» **WORK ITEM**:
In the records, find each line where "Kannonkatu" occurs, and copy it.

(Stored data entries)
---------------

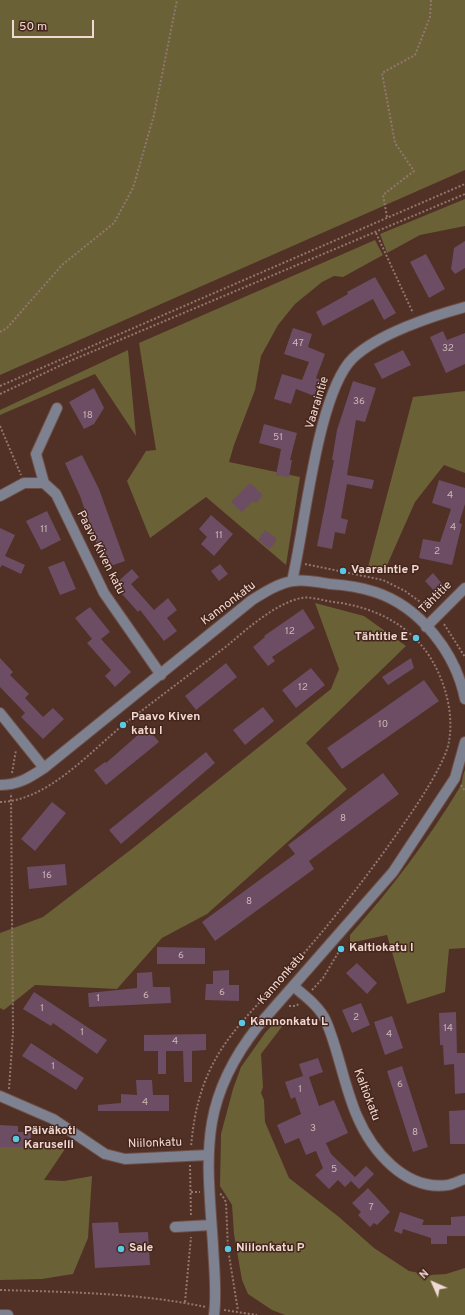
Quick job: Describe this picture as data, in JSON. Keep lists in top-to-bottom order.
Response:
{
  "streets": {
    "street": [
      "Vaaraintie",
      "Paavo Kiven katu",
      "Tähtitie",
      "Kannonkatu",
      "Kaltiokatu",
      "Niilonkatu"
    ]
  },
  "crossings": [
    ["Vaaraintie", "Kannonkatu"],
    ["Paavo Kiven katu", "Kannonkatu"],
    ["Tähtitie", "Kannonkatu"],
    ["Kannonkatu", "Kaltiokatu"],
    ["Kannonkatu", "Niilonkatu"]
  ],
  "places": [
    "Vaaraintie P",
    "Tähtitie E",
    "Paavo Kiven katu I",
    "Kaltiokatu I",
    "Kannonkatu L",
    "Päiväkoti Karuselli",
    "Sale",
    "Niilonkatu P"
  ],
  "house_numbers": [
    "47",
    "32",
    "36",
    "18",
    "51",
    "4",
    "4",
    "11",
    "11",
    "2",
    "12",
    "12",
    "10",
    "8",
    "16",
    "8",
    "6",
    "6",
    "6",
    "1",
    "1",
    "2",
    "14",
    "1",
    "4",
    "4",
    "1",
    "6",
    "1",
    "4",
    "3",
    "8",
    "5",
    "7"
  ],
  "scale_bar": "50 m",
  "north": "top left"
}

---------------

» **RESULT**:
      "Kannonkatu",
    ["Vaaraintie", "Kannonkatu"],
    ["Paavo Kiven katu", "Kannonkatu"],
    ["Tähtitie", "Kannonkatu"],
    ["Kannonkatu", "Kaltiokatu"],
    ["Kannonkatu", "Niilonkatu"]
    "Kannonkatu L",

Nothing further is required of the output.